Commerce, distribution, approvisionnement en denrées de base, contrôle économique…. : Tout est à refaire

Le désespoir de voir les choses s’améliorer est à la hauteur de la désillusion des citoyens face à l’impuissance de l’autorité publique de mettre un terme aux agissements des réseaux de spéculateurs qui sont à l’origine des pénuries devenues de plus en plus fréquentes 

L’ODC a bien voulu tranquilliser les consommateurs en ce qui concerne la disponibilité des produits de base en prévision du mois de Ramadan. C’est à enregistrer, et le commun des mortels voudrait la croire sur parole. D’ailleurs, le consommateur qui, très tôt le matin, est à l’affût pour dénicher un kilo de sucre ou de farine (curieusement la farine pour certaines spécialités est disponible, mais…coûte plus cher) n’attend que cela.

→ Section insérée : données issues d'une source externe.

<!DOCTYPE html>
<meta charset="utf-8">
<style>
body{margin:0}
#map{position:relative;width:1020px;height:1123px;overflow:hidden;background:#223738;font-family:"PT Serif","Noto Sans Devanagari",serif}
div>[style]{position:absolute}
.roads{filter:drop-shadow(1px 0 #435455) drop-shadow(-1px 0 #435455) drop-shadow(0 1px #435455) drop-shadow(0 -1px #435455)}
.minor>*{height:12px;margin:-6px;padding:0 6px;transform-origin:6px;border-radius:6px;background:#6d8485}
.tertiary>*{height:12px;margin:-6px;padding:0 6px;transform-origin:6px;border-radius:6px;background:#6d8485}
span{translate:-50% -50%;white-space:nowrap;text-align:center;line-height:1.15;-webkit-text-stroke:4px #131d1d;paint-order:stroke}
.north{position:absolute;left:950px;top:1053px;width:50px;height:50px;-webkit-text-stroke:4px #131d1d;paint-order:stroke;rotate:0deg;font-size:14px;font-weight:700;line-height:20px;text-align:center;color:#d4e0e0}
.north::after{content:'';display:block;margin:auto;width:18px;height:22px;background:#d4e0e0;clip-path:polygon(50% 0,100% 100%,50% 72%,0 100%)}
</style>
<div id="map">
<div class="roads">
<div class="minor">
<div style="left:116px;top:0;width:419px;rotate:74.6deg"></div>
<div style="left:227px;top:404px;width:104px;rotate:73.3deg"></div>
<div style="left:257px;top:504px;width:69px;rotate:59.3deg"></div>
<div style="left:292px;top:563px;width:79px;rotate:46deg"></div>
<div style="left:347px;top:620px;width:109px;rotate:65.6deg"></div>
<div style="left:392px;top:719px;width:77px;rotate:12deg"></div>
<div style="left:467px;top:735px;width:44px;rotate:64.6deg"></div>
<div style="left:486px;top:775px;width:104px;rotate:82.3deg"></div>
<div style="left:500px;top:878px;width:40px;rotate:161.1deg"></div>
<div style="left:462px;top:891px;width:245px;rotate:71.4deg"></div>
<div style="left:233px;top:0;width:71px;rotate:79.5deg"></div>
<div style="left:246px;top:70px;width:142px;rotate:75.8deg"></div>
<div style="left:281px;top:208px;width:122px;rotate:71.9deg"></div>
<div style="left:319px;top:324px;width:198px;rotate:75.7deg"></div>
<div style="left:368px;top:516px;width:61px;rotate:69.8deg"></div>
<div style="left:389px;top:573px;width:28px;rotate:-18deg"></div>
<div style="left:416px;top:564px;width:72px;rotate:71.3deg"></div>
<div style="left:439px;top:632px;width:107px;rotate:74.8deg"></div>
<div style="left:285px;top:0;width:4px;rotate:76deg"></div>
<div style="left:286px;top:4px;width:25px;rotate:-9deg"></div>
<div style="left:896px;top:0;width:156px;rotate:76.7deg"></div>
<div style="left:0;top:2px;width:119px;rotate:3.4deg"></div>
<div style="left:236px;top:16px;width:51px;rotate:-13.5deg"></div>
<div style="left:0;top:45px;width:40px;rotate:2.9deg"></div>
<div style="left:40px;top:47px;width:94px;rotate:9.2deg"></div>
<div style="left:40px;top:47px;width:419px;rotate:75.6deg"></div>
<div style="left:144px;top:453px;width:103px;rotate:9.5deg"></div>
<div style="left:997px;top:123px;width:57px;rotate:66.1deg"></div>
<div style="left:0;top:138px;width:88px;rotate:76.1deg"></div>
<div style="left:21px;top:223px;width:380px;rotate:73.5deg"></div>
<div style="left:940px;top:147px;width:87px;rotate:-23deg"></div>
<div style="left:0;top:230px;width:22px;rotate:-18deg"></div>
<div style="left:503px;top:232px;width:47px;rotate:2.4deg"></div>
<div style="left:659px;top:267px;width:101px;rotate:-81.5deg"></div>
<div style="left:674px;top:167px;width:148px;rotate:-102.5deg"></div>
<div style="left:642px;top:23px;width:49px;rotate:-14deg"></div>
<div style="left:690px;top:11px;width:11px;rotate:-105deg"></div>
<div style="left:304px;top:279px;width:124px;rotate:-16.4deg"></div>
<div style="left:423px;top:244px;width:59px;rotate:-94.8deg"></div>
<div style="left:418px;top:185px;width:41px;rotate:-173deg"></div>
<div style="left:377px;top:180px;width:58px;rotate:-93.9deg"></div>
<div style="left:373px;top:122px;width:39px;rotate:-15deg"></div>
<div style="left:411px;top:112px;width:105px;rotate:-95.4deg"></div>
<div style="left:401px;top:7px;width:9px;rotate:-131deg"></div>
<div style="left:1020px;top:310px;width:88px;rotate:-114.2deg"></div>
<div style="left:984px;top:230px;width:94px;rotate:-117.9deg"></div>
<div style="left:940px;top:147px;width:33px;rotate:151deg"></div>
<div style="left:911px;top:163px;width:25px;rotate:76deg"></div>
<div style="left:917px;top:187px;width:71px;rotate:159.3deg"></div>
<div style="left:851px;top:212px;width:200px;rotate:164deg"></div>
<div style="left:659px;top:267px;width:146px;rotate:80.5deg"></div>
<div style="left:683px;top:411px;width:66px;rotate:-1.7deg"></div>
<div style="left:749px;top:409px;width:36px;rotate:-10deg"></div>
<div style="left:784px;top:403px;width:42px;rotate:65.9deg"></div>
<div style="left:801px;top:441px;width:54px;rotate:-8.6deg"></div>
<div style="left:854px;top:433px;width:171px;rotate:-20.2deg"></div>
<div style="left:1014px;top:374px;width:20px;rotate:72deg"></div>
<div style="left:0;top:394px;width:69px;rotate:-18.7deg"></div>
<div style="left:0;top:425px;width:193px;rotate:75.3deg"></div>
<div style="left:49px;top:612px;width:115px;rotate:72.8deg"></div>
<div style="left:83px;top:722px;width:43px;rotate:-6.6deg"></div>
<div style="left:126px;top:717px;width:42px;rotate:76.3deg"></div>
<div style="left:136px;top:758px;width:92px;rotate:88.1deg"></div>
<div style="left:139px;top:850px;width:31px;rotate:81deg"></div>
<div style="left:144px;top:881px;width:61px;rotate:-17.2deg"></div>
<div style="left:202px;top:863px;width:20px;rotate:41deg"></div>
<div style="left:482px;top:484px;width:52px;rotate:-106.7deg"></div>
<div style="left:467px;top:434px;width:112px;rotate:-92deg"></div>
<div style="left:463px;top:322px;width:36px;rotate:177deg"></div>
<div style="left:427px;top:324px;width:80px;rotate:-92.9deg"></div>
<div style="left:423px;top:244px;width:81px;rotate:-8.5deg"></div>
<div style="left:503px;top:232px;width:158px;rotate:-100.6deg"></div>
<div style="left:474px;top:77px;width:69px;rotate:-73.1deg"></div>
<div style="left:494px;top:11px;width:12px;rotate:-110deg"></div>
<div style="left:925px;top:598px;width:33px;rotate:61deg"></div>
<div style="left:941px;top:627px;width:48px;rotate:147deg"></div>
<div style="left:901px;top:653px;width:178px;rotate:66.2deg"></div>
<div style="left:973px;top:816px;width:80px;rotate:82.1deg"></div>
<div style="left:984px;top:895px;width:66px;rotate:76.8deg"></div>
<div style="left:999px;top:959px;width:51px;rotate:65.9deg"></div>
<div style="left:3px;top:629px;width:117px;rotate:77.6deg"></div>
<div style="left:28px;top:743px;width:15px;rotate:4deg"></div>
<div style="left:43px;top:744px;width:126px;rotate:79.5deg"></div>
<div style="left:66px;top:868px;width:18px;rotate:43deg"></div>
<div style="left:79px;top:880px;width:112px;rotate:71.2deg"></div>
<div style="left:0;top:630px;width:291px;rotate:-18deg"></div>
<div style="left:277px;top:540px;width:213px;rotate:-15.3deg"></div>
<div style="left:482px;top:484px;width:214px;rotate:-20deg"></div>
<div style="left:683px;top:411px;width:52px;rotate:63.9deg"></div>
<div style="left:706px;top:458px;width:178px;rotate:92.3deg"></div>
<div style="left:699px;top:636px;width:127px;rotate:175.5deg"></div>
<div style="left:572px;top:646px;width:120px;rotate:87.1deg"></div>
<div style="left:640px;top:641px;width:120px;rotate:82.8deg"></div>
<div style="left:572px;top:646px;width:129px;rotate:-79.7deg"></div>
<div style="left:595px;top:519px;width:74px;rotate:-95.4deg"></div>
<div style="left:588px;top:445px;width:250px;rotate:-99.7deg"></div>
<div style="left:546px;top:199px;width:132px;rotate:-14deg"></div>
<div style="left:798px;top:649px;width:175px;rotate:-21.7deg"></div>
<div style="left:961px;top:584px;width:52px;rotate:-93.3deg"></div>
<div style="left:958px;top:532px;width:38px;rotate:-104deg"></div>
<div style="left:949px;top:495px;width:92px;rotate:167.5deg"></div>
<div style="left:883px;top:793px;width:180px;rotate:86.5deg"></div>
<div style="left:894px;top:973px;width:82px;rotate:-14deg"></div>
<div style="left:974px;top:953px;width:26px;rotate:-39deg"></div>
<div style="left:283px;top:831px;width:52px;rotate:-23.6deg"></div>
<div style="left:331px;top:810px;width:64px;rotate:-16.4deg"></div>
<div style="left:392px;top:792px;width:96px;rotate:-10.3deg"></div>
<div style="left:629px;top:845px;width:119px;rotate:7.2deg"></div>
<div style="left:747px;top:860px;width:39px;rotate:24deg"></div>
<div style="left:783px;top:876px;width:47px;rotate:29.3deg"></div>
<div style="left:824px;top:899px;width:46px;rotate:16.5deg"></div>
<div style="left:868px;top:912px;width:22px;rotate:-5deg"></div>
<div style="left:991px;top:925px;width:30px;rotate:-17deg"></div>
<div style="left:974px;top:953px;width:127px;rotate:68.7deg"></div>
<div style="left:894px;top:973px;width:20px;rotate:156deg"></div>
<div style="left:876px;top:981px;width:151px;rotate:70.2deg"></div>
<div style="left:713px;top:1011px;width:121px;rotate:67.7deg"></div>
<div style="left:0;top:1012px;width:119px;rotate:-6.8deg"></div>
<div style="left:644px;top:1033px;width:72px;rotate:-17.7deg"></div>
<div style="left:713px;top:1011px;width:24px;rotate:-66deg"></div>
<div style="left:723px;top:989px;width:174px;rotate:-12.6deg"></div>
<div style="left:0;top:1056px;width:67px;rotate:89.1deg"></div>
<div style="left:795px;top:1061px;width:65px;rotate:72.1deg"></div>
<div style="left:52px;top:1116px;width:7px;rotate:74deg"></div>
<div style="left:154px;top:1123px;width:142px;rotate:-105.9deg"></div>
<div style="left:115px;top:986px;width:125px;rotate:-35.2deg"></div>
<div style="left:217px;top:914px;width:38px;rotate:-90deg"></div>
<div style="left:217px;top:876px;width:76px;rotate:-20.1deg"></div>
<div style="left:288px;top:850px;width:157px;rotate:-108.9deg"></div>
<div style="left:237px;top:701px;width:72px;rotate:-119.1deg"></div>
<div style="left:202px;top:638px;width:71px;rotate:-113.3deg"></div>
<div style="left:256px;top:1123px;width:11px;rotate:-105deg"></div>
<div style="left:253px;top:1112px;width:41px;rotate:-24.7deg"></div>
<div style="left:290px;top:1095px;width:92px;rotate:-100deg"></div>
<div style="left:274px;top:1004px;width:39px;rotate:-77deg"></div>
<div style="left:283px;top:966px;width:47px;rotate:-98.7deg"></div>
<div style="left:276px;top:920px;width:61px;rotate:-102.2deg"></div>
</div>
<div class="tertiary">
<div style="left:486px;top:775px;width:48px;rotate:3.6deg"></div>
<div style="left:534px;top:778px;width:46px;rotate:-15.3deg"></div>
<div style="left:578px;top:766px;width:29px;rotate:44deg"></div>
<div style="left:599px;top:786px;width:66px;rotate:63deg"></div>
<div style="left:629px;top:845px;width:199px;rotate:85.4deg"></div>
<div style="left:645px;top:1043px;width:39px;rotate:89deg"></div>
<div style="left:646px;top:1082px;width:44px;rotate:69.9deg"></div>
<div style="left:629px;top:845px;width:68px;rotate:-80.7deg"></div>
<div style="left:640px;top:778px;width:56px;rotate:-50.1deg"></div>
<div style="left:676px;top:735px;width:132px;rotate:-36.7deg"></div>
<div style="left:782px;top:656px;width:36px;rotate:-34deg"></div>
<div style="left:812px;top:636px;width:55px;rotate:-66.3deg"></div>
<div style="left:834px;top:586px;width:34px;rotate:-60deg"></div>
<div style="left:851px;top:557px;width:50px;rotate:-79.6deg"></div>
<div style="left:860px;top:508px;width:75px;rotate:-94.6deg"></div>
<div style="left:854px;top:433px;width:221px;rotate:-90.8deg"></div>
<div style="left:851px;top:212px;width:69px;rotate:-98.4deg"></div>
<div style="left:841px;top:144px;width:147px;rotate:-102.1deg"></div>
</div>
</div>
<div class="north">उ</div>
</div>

Il n’en demeure pas moins que personne, jusqu’à présent, n’a voulu nous dire de quelle manière on allait contrôler la distribution et assurer un ravitaillement régulier des revendeurs, aussi bien au niveau des grandes surfaces que des épiciers et autres petites échoppes d’alimentation générale.

En effet, cette question de distribution demeure la grande inconnue de ce labyrinthe que les services de contrôle économique, la garde nationale, les douaniers et autres autorités compétentes sont chargés d’explorer pour remonter aux sources du mal.

Questions légitimes

Les produits et les marchandises saisis, et dont la valeur marchande équivaut à des milliards, donnent une idée de l’immensité de la tâche. Ces produits saisis   ont bien été soit importés (ou entrés illégalement sur le territoire) soit fournis par des usines.

Deux   questions se posent : la première semble avoir une réponse facile, étant donné qu’il s’agit de savoir comment a-t-on importé ces fruits et quelles sont les étapes  franchies pour que ces tonnes de bananes (les ananas sont venus renforcer ce fruit tropical), se retrouvent dans un frigo quelque part ?

La seconde concerne les opérateurs qui ont commandé puis  pris en charge ces tonnes de farine, de semoule ou de sucre, d’huile et autres produits de grande consommation pour les stocker ensuite dans des dépôts clandestins.

Absence de traçabilité

En l’absence de traçabilité,  presque à tous les niveaux, avec les complicités mises en place et qui continuent de fonctionner en l’absence de rigueur et de lois coercitives, il devient difficile  de remonter rapidement une filière pour limiter les dégâts. En tout état de cause, ces milliards perdus par les spéculateurs seront récupérés à la prochaine alerte de pénurie que l’on a appris à orchestrer pour affoler le consommateur, provoquer le désarroi du père de famille et le pousser dans les bras de ceux qui n’attendent que cela pour se refaire une santé et récupérer ce qu’ils ont perdu.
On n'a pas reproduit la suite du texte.